謝謝大師也是有學習功能,是不是同樣就不得而知。圍棋無法像象棋一樣用alpha-beta,
象棋自然也沒辦法用alphago那套
There is an important difference between chess and go, at least from a programmer's perspective. Chess is more of a tactical game, whereas go is more of a strategic game. This means that in chess calculation depth trumps positional evaluation. That's basically the key insight that distinguishes the "old" engines like Fritz, Shredder, Junior and the newer generation like Fruit, Rybka, Houdini, Stockfish, Komodo. Because at the end of each line you have to evaluate the position and you want to calculate lot's of lines and the quality of the evaluation isn't as important as search depth, chess engines have lean and fast evaluation functions.

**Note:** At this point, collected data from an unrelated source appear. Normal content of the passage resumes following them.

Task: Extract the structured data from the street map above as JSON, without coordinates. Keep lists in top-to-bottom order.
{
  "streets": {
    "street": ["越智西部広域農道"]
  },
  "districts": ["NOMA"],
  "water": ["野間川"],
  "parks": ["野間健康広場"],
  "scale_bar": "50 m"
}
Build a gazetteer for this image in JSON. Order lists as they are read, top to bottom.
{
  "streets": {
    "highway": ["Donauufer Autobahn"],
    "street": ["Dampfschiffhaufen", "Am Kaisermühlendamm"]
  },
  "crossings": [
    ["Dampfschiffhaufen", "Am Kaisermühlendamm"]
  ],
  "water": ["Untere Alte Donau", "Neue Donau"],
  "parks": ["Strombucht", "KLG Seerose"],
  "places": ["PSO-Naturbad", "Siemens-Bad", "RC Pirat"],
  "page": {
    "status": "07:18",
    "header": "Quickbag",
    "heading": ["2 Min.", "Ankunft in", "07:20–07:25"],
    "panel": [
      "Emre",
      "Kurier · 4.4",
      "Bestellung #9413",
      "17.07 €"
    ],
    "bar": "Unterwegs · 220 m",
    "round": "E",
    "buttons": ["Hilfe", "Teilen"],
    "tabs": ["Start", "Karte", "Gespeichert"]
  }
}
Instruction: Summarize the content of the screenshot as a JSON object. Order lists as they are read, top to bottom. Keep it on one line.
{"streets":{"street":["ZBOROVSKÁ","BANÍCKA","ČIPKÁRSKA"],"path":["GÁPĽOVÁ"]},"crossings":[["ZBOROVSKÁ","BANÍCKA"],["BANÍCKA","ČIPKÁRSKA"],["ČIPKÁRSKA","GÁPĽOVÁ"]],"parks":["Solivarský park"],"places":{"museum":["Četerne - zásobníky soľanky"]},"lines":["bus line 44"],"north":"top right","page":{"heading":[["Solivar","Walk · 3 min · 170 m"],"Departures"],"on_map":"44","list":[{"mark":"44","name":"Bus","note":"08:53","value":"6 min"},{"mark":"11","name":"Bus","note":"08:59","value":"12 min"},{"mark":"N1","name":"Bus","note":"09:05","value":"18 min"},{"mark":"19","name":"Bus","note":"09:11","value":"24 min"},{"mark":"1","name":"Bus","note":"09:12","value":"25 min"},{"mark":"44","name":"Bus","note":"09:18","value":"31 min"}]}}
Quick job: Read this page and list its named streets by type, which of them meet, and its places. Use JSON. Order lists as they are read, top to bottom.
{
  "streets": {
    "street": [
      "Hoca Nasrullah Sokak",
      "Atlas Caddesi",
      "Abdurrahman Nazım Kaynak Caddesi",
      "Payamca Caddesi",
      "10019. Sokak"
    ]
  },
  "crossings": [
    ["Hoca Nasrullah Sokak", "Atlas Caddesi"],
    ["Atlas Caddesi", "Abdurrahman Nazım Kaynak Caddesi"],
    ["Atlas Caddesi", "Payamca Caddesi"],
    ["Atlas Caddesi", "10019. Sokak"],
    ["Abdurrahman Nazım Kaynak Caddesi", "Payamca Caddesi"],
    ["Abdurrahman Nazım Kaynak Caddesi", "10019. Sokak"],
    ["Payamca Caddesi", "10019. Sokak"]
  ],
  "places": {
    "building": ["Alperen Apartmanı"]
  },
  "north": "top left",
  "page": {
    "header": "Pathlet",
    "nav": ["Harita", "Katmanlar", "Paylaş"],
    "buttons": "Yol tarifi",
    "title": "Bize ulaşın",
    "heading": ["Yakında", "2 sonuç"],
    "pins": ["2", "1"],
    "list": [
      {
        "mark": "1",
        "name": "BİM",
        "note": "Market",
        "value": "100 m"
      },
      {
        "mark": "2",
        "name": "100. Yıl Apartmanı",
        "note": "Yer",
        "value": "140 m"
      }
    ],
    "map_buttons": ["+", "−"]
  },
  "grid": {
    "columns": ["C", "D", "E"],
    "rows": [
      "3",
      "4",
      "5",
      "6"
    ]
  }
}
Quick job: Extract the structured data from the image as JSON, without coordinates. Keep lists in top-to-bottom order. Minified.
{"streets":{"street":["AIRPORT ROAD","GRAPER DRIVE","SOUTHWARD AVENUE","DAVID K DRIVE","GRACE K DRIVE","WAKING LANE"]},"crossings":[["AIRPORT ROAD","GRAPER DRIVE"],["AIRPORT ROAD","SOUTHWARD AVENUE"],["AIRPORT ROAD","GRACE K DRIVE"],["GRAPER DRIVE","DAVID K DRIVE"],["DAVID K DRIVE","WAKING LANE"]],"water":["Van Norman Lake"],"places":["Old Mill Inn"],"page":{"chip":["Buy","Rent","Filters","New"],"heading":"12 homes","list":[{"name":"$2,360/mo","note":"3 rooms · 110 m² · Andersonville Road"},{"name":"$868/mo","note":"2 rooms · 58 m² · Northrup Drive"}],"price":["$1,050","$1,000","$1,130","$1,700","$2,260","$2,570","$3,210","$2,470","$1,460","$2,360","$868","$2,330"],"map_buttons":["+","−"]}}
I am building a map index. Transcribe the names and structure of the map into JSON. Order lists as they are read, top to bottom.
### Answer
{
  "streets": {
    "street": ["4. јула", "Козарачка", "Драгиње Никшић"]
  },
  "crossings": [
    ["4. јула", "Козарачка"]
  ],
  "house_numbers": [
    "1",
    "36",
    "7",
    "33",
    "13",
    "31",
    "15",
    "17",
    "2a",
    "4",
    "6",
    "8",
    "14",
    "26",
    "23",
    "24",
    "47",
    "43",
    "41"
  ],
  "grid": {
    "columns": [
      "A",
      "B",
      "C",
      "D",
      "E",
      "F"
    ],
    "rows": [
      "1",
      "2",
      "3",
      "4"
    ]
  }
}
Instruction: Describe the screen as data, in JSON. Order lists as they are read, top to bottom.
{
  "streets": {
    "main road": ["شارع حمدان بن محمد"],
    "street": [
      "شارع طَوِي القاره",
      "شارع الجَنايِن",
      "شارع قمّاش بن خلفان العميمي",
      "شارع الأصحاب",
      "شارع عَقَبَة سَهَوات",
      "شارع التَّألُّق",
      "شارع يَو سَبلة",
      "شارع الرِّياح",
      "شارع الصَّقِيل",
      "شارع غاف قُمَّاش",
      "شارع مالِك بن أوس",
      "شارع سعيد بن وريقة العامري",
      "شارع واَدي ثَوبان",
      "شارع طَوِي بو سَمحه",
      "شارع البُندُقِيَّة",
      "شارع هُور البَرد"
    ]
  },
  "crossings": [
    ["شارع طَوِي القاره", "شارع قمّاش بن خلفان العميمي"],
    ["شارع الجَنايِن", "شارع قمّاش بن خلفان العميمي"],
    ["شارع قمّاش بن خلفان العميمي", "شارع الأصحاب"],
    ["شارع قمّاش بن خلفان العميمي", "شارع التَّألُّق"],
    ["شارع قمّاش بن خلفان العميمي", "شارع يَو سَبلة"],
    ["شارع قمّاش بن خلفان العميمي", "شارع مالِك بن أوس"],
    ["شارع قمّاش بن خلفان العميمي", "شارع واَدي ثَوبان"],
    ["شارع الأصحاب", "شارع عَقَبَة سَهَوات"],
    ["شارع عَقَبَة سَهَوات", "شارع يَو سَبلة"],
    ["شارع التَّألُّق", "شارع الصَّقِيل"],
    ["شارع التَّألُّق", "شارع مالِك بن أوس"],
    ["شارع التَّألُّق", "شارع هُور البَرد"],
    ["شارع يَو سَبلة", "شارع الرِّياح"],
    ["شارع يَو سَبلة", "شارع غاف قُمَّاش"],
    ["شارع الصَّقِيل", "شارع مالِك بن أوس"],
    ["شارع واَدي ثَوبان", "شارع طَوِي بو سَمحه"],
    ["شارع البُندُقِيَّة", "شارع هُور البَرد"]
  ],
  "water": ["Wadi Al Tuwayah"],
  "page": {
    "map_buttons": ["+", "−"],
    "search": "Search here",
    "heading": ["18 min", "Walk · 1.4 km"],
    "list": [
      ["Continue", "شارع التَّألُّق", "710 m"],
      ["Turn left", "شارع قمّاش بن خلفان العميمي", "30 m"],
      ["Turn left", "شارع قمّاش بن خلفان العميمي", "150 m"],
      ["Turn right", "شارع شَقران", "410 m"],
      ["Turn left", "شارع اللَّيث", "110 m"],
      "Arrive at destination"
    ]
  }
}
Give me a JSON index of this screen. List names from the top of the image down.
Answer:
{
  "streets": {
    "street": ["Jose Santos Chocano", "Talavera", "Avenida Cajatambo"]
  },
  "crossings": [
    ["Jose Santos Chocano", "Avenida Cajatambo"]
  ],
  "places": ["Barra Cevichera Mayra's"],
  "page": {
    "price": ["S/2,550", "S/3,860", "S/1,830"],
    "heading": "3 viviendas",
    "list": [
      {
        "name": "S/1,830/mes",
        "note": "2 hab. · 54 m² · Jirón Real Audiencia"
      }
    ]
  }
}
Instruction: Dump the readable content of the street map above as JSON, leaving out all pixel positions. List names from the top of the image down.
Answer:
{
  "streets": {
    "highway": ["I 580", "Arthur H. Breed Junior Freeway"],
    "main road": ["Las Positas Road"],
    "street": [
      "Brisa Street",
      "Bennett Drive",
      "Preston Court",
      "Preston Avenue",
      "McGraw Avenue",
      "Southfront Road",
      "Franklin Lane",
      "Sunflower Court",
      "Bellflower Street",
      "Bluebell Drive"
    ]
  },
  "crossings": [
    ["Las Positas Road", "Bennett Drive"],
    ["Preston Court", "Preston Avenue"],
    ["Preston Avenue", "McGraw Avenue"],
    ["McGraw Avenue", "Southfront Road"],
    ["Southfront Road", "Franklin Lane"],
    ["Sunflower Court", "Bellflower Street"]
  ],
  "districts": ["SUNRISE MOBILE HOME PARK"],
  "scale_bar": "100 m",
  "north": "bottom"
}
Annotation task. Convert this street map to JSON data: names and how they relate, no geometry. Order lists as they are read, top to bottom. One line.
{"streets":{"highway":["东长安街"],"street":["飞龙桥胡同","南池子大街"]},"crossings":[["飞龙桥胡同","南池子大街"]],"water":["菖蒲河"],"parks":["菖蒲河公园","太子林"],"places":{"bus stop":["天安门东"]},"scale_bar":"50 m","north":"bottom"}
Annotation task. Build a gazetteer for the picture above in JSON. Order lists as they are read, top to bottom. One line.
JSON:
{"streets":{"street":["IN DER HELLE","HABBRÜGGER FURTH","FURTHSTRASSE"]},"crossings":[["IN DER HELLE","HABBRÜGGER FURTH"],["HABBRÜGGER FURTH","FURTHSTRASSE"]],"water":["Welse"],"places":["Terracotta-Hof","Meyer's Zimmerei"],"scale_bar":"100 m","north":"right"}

In go on the other hand the tactical complexity is too big even for computers. Consequently evaluating positions and moves accurately is key. What Alphago brings new to the game is this evaluation power, which is based on convolutional neural networks.
To finally get to my point: Whereas chess evaluation functions are lean and fast, neural networks have millions, sometimes billions of parameters. Because "learning" in this context means tweaking parameters, there is much more possible progress for self learning go programs.
So, yes you could use a setup like Alphago to create a chess engine, but it wouldn't be particularly good. Running the evaluation function would take so much time, that you'd have to utilise a huge cluster of gpus to get to necessary search depths (which is what Alphago does). You could create a very good evaluation function, but the speed tradeoff isn't worth it.